Exercise input >>
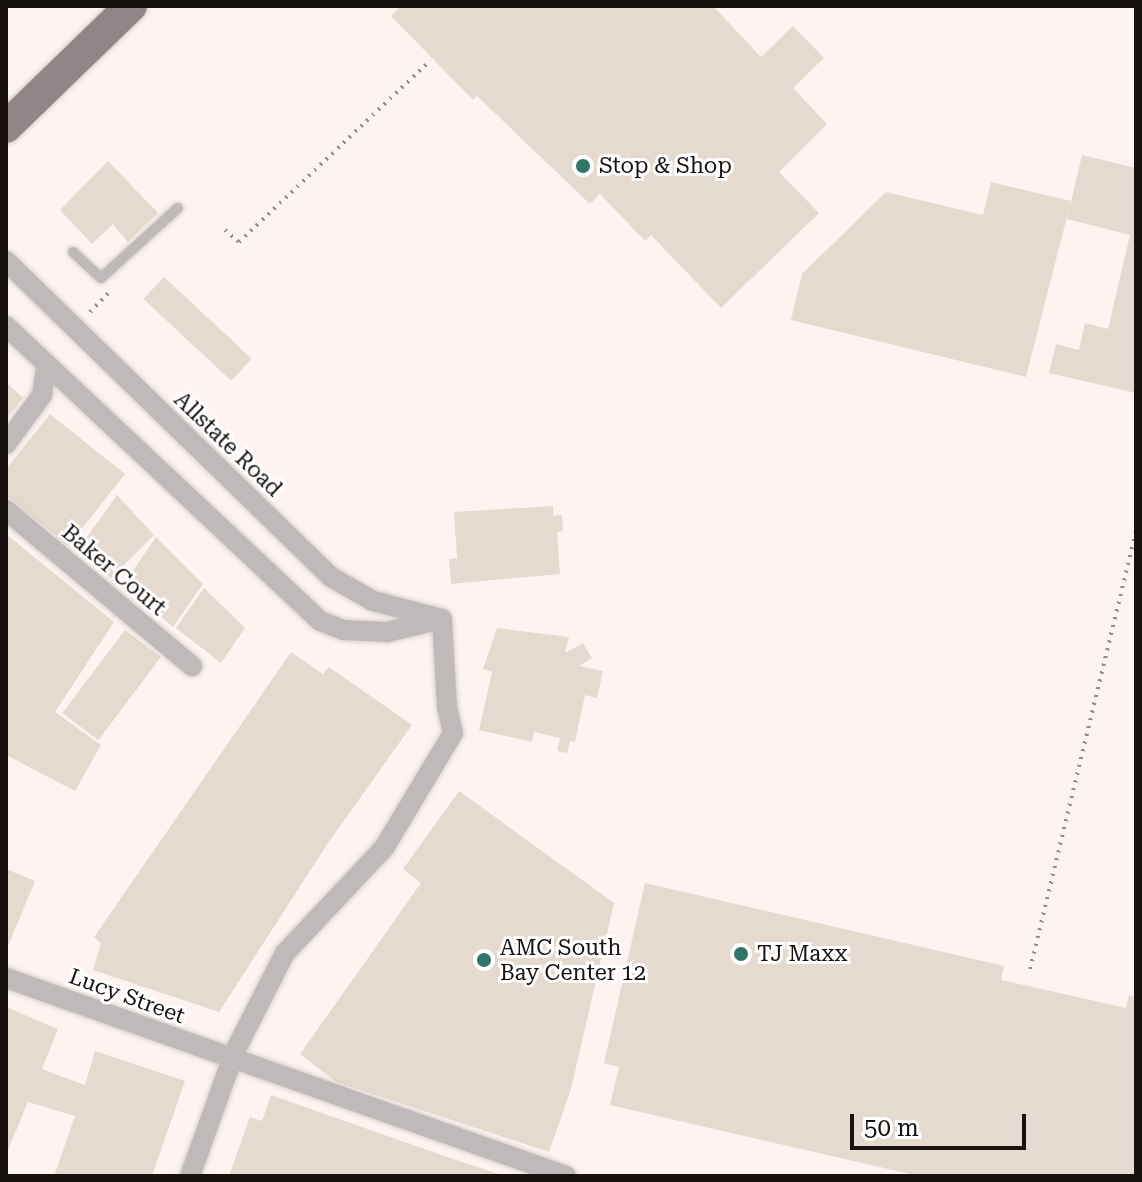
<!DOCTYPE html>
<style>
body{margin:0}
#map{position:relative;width:1142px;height:1182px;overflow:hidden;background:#fdf4f1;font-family:"Roboto Serif",serif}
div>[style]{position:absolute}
.building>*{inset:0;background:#e5dacf;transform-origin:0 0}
.path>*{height:4px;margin-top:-2px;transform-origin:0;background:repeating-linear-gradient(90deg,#938c8a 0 2px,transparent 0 8px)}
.roads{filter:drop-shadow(0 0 2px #d8d0cd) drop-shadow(0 0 2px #d8d0cd)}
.lane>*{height:10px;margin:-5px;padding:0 5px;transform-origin:5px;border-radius:5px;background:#c0b9b9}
.street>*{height:20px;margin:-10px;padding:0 10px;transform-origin:10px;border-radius:10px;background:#c0b9b9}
.primary>*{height:32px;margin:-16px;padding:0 16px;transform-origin:16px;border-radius:16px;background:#928587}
.dots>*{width:22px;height:22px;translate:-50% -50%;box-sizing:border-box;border:4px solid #fff;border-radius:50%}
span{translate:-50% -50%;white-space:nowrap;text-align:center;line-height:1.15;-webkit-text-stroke:6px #fff;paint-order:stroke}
.poi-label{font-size:22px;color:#171210}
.left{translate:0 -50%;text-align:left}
.street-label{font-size:22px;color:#171210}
.frame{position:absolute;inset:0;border:8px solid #171210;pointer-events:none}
.scale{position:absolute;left:850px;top:1114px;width:176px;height:36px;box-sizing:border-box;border:4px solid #171210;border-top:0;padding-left:10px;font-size:24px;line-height:28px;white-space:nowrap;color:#171210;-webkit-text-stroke:6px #fff;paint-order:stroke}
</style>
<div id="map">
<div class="building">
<div style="clip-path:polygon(401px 6px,713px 6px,761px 57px,793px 26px,824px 58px,793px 88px,827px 124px,779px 172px,819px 213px,721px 308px,651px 235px,645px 241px,600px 194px,590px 204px,477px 96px,473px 100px,391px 16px)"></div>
<div style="clip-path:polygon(1082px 155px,1136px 168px,1136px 393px,1049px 373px,1056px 344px,1079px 350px,1085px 323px,1108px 329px,1130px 235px,1067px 219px)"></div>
<div style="clip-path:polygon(108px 161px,158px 213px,128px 242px,113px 224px,92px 244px,60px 210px)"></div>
<div style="clip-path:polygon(991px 182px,1071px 201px,1026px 377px,791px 320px,802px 274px,886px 192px,983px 215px)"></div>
<div style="left:164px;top:277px;width:120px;height:30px;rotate:43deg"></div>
<div style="clip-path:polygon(6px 382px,23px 398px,6px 419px)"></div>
<div style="clip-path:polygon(50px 414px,125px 474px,68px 546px,6px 496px,6px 469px)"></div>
<div style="clip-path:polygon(117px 495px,154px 535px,111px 578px,77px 551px)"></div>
<div style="clip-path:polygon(553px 506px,553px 516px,562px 515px,563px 531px,557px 532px,560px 574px,451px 584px,449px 559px,457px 558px,454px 512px)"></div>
<div style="clip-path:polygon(6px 534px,114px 622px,55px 712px,101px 745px,75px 791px,6px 755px)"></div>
<div style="clip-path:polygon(156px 537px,203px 584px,173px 627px,123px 585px)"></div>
<div style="clip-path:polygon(204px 588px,245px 628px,221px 663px,176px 628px)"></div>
<div style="clip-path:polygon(497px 628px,569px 637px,565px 653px,583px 643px,592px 658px,579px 666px,603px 671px,597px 698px,585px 695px,575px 742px,570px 741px,567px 753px,557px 751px,560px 738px,534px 732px,532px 742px,479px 730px,492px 672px,483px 669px)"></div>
<div style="left:125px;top:630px;width:45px;height:104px;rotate:37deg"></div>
<div style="clip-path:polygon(291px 652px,323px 674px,329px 667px,412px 725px,328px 843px,219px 1012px,93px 970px,101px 943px,94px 937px)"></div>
<div style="clip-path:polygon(459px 791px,614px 903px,571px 1089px,549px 1152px,336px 1082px,300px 1054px,421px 883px,403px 869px)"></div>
<div style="clip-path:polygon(6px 869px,35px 881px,6px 951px)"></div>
<div style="clip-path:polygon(645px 883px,1004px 966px,1001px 980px,1126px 1008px,1129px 995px,1136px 997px,1136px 1176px,919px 1176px,610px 1105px,619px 1067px,604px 1063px)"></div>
<div style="clip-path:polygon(6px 1007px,58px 1029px,42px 1069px,85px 1085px,95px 1051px,185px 1081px,152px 1176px,54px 1176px,75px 1116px,28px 1102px,6px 1155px)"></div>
<div style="clip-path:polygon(271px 1095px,450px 1158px,505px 1176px,229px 1176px,250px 1117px,262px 1121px)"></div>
</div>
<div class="path">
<div style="left:225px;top:230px;width:18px;rotate:41deg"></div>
<div style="left:239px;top:242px;width:263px;rotate:-43.5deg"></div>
<div style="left:90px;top:312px;width:28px;rotate:-46deg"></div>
<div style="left:1030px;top:969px;width:452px;rotate:-76.4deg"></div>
</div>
<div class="roads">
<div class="lane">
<div style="left:73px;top:252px;width:38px;rotate:43deg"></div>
<div style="left:101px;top:278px;width:104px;rotate:-42.3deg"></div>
</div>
<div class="street">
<div style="left:6px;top:261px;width:453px;rotate:44.2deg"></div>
<div style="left:331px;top:577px;width:48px;rotate:29.7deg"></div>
<div style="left:373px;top:601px;width:71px;rotate:14.6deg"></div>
<div style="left:6px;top:326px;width:431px;rotate:43.2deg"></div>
<div style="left:320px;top:621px;width:25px;rotate:21deg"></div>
<div style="left:343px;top:630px;width:44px;rotate:2.6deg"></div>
<div style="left:387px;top:632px;width:56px;rotate:-13.5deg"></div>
<div style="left:6px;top:444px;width:61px;rotate:-53.7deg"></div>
<div style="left:42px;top:395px;width:30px;rotate:-82deg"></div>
<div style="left:6px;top:510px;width:243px;rotate:40deg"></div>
<div style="left:6px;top:978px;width:594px;rotate:19.47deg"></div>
<div style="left:190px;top:1176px;width:133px;rotate:-70.2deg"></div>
<div style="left:235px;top:1051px;width:110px;rotate:-63deg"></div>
<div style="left:285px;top:953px;width:144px;rotate:-46.7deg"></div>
<div style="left:384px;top:848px;width:134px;rotate:-59deg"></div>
<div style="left:453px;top:733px;width:27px;rotate:-103deg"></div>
<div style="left:447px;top:707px;width:88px;rotate:-93.3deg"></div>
</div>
<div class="primary">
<div style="left:6px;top:127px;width:174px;rotate:-44.1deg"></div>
</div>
</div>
<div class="dots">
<div style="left:583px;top:166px;background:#307568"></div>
<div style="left:741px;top:954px;background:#307568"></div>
<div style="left:484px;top:960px;background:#307568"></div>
</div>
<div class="poi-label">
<span class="left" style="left:599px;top:166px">Stop &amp; Shop</span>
<span class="left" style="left:500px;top:960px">AMC South<br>Bay Center 12</span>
<span class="left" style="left:757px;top:954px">TJ Maxx</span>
</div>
<div class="street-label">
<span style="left:228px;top:444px;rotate:44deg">Allstate Road</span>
<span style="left:114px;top:570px;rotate:40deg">Baker Court</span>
<span style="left:127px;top:996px;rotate:20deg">Lucy Street</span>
</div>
<div class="frame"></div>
<div class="scale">50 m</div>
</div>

Exercise details >> Please print the lines exactly, from the top of the material through the line with "0 2px,transparent 0", and omit the pictures.

Your response >>
<!DOCTYPE html>
<style>
body{margin:0}
#map{position:relative;width:1142px;height:1182px;overflow:hidden;background:#fdf4f1;font-family:"Roboto Serif",serif}
div>[style]{position:absolute}
.building>*{inset:0;background:#e5dacf;transform-origin:0 0}
.path>*{height:4px;margin-top:-2px;transform-origin:0;background:repeating-linear-gradient(90deg,#938c8a 0 2px,transparent 0 8px)}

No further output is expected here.